What to do: Please print every record below exactly as written, leaving out the pictures.
(Beginning of Data to examine)
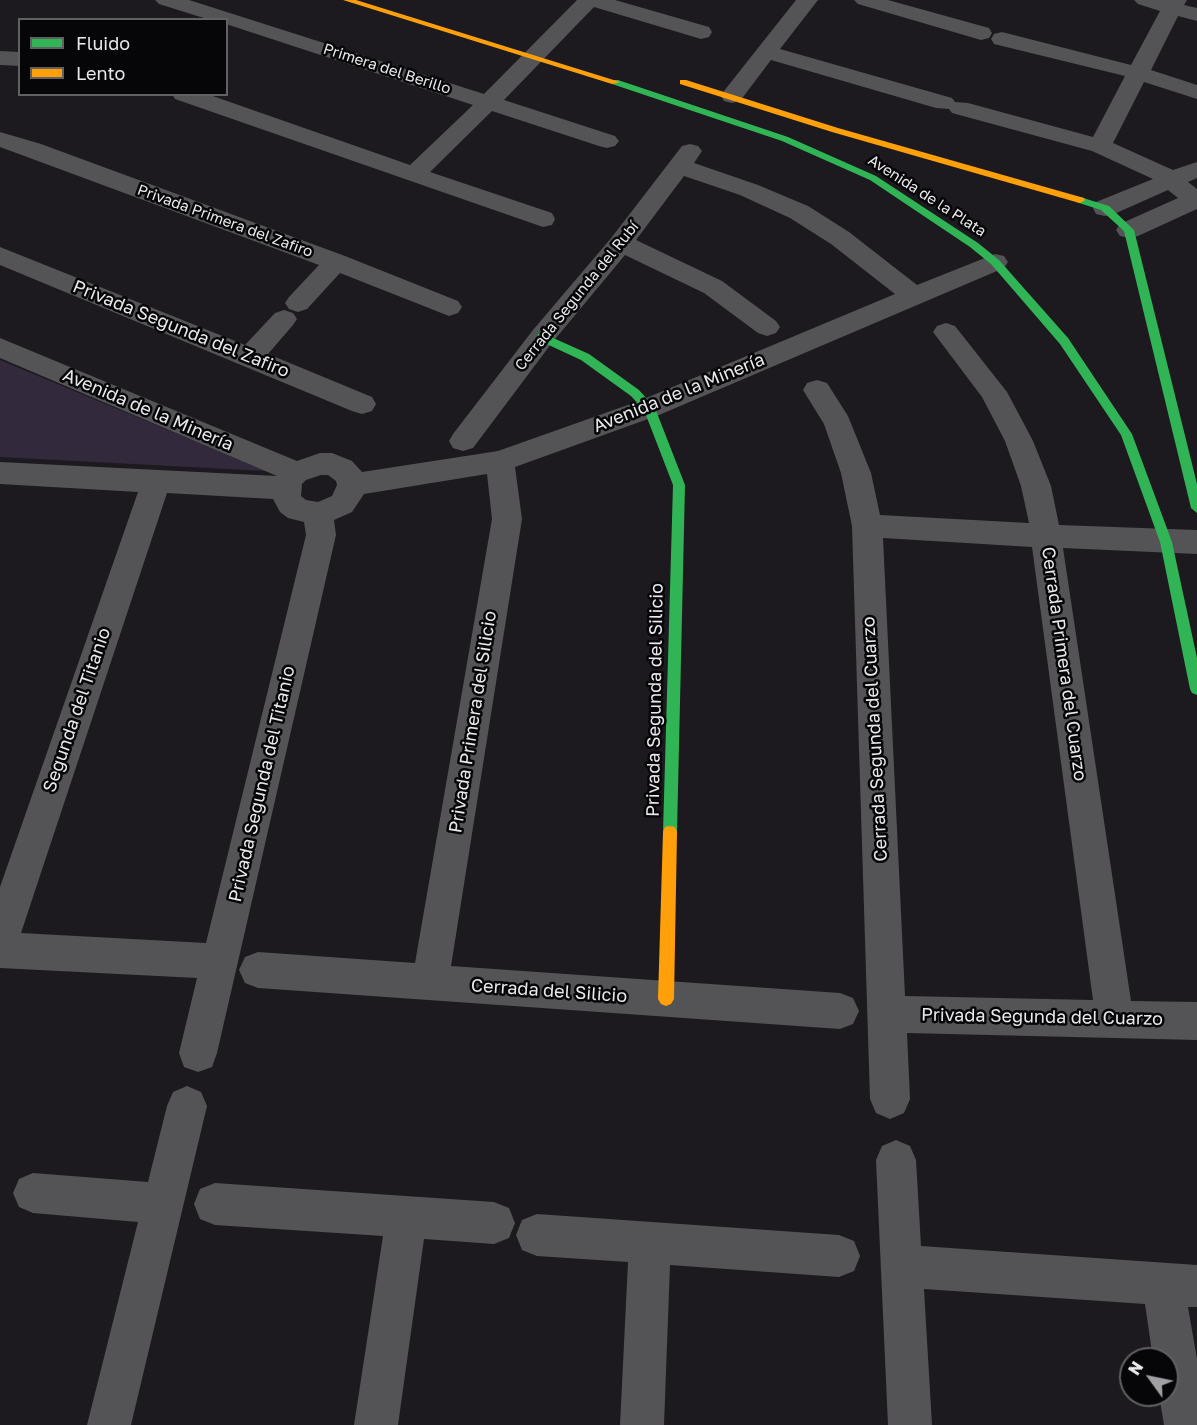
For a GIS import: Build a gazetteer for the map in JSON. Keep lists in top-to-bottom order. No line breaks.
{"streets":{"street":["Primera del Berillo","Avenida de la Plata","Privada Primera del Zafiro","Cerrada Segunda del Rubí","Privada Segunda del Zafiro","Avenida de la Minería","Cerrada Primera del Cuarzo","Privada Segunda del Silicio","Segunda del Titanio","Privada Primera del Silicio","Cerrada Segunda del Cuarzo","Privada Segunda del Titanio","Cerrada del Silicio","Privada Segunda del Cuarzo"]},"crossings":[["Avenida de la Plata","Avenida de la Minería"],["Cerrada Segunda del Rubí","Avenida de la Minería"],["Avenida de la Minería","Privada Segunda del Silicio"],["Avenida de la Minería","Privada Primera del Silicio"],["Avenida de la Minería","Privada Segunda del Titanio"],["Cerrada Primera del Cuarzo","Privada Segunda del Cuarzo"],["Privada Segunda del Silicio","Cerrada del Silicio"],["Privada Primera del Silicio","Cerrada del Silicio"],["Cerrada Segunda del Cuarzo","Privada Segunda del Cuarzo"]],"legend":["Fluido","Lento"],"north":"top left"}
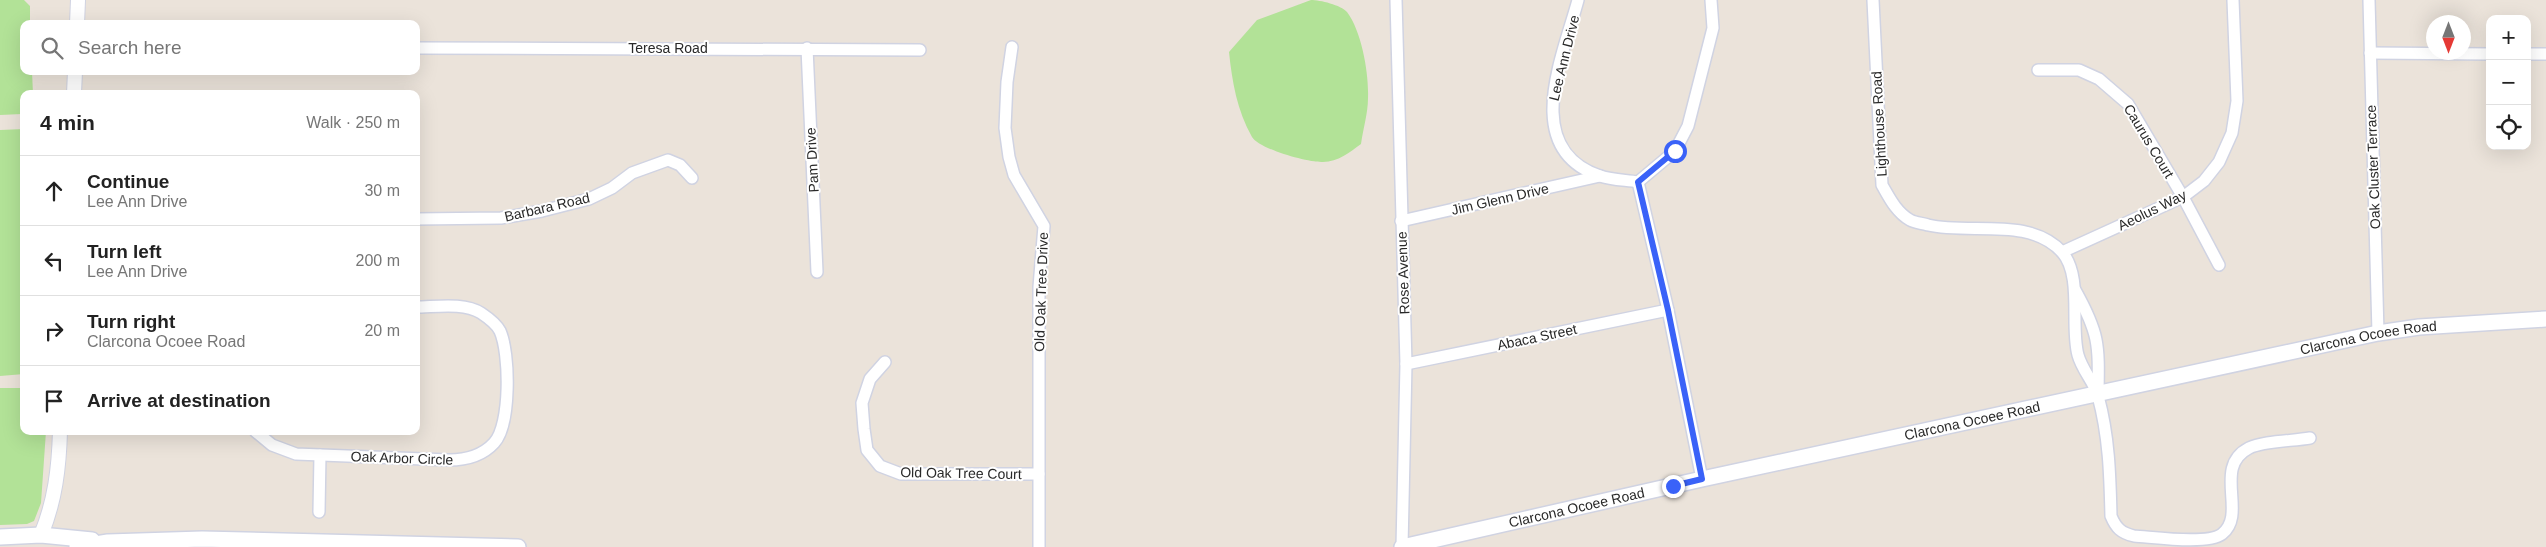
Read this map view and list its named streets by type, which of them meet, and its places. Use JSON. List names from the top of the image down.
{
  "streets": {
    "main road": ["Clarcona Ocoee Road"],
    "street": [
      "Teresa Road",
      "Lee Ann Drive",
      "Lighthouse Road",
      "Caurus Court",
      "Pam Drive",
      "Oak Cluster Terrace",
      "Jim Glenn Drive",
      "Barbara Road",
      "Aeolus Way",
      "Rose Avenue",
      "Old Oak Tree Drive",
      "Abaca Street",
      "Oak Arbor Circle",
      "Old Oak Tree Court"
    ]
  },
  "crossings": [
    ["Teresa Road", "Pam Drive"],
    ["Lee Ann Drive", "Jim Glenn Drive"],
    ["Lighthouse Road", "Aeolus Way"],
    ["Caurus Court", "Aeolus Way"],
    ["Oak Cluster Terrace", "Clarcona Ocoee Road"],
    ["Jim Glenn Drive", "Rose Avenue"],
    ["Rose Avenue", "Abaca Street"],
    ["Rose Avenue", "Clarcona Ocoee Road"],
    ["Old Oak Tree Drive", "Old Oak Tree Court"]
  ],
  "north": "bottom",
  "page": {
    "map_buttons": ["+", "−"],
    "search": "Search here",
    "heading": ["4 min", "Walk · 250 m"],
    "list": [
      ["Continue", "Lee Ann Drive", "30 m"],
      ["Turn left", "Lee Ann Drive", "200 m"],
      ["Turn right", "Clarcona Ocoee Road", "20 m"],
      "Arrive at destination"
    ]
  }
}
(End of Data to examine)
Answer to the problem:
For a GIS import: Build a gazetteer for the map in JSON. Keep lists in top-to-bottom order. No line breaks.
{"streets":{"street":["Primera del Berillo","Avenida de la Plata","Privada Primera del Zafiro","Cerrada Segunda del Rubí","Privada Segunda del Zafiro","Avenida de la Minería","Cerrada Primera del Cuarzo","Privada Segunda del Silicio","Segunda del Titanio","Privada Primera del Silicio","Cerrada Segunda del Cuarzo","Privada Segunda del Titanio","Cerrada del Silicio","Privada Segunda del Cuarzo"]},"crossings":[["Avenida de la Plata","Avenida de la Minería"],["Cerrada Segunda del Rubí","Avenida de la Minería"],["Avenida de la Minería","Privada Segunda del Silicio"],["Avenida de la Minería","Privada Primera del Silicio"],["Avenida de la Minería","Privada Segunda del Titanio"],["Cerrada Primera del Cuarzo","Privada Segunda del Cuarzo"],["Privada Segunda del Silicio","Cerrada del Silicio"],["Privada Primera del Silicio","Cerrada del Silicio"],["Cerrada Segunda del Cuarzo","Privada Segunda del Cuarzo"]],"legend":["Fluido","Lento"],"north":"top left"}
Read this map view and list its named streets by type, which of them meet, and its places. Use JSON. List names from the top of the image down.
{
  "streets": {
    "main road": ["Clarcona Ocoee Road"],
    "street": [
      "Teresa Road",
      "Lee Ann Drive",
      "Lighthouse Road",
      "Caurus Court",
      "Pam Drive",
      "Oak Cluster Terrace",
      "Jim Glenn Drive",
      "Barbara Road",
      "Aeolus Way",
      "Rose Avenue",
      "Old Oak Tree Drive",
      "Abaca Street",
      "Oak Arbor Circle",
      "Old Oak Tree Court"
    ]
  },
  "crossings": [
    ["Teresa Road", "Pam Drive"],
    ["Lee Ann Drive", "Jim Glenn Drive"],
    ["Lighthouse Road", "Aeolus Way"],
    ["Caurus Court", "Aeolus Way"],
    ["Oak Cluster Terrace", "Clarcona Ocoee Road"],
    ["Jim Glenn Drive", "Rose Avenue"],
    ["Rose Avenue", "Abaca Street"],
    ["Rose Avenue", "Clarcona Ocoee Road"],
    ["Old Oak Tree Drive", "Old Oak Tree Court"]
  ],
  "north": "bottom",
  "page": {
    "map_buttons": ["+", "−"],
    "search": "Search here",
    "heading": ["4 min", "Walk · 250 m"],
    "list": [
      ["Continue", "Lee Ann Drive", "30 m"],
      ["Turn left", "Lee Ann Drive", "200 m"],
      ["Turn right", "Clarcona Ocoee Road", "20 m"],
      "Arrive at destination"
    ]
  }
}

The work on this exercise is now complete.